In both children and adults, platelet counts were significantly lower during acute disease compared to the levels in the healthy controls with the lowest levels observed in CM (children) or SM (adults). These lower than normal levels increased close to normal levels a month post treatment.
malaria in Malawian children and adults was characterized by profound thrombocytopenia which recovered during convalescence.
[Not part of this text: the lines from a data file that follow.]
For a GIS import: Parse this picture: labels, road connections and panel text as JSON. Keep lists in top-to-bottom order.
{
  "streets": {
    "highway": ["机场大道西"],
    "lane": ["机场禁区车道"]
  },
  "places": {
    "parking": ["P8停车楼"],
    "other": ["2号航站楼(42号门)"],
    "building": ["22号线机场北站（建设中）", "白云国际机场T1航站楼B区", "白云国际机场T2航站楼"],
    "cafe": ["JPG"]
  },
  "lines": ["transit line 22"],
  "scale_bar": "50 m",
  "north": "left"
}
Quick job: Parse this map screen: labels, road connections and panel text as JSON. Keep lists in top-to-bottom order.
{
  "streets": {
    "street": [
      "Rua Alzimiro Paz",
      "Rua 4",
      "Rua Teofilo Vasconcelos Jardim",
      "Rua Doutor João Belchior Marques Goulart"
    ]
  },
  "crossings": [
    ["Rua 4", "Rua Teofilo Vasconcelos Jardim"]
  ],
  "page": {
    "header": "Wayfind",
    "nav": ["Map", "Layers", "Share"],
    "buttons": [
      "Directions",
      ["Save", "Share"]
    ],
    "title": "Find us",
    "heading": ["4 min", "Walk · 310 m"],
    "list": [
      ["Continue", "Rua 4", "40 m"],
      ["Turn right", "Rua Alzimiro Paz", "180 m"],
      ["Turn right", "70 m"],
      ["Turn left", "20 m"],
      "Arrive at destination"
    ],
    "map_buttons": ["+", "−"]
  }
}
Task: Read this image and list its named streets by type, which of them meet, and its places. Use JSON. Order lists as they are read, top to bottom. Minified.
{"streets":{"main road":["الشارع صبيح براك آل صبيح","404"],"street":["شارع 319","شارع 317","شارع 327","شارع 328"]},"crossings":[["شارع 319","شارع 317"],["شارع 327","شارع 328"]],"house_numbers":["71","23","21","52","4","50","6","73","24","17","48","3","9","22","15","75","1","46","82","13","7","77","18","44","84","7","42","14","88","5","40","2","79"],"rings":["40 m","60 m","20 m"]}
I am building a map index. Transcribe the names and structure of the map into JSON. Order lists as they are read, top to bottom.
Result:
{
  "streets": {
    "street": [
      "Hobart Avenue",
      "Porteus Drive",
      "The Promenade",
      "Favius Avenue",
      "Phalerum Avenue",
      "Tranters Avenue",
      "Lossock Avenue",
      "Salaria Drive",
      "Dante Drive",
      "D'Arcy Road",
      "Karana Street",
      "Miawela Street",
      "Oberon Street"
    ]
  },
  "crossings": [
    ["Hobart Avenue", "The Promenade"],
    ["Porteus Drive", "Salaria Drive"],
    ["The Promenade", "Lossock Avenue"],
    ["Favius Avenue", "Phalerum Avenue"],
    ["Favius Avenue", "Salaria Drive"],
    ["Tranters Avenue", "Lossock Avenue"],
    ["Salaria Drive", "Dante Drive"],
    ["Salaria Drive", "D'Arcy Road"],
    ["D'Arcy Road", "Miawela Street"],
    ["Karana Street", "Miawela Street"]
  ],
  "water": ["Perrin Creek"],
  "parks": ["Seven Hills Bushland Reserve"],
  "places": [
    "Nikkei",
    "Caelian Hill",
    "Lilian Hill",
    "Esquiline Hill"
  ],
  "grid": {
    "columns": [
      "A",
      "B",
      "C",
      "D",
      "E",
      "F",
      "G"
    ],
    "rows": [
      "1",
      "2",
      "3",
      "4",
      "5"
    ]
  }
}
疟疾与急性期外周细胞介导的免疫系统的显著紊乱有关。其中一些变化包括血小板计数低于正常水平。尽管导致疟疾血小板减少的确切机制尚不完全清楚,但已经提出了一些假说。我们进行了两组研究,一组旨在确定马拉维儿童的血小板计数,另一组则是在成人急性疟疾期间及治疗后一个月进行。
我们共招募了113名未感染艾滋病毒的急性疟疾儿童[54例无并发症疟疾(UCM),30例严重疟疾贫血(SMA),29例脑型疟疾(CM)]。我们还招募了42名未感染艾滋病毒的健康对照者。在113名疟疾参与者中,73名(65%)[34名(63%)UCM,21名(70%)SMA和18名(62%)CM]在治疗后一个月成功进行了随访。在基线(急性疟疾)和一个月后的随访时,采集5mL外周血样本,使用HMX血液分析仪分析血小板计数。还对106名未感染艾滋病毒的成年人的血液样本进行了血小板计数,其中47例患有UCM,29例患有严重疟疾(SM),并将这些计数与30名健康对照者的计数进行比较。在疟疾病例中,44例UCM和21例SM在治疗后一个月的随访期间再次测定了血小板计数。
在儿童和成人中,与健康对照者相比,急性疾病期间血小板计数均显著降低,在CM(儿童)或SM(成人)中观察到最低水平。这些低于正常水平在治疗后一个月接近正常水平。
马拉维儿童和成人的疟疾特征是严重血小板减少,在恢复期恢复。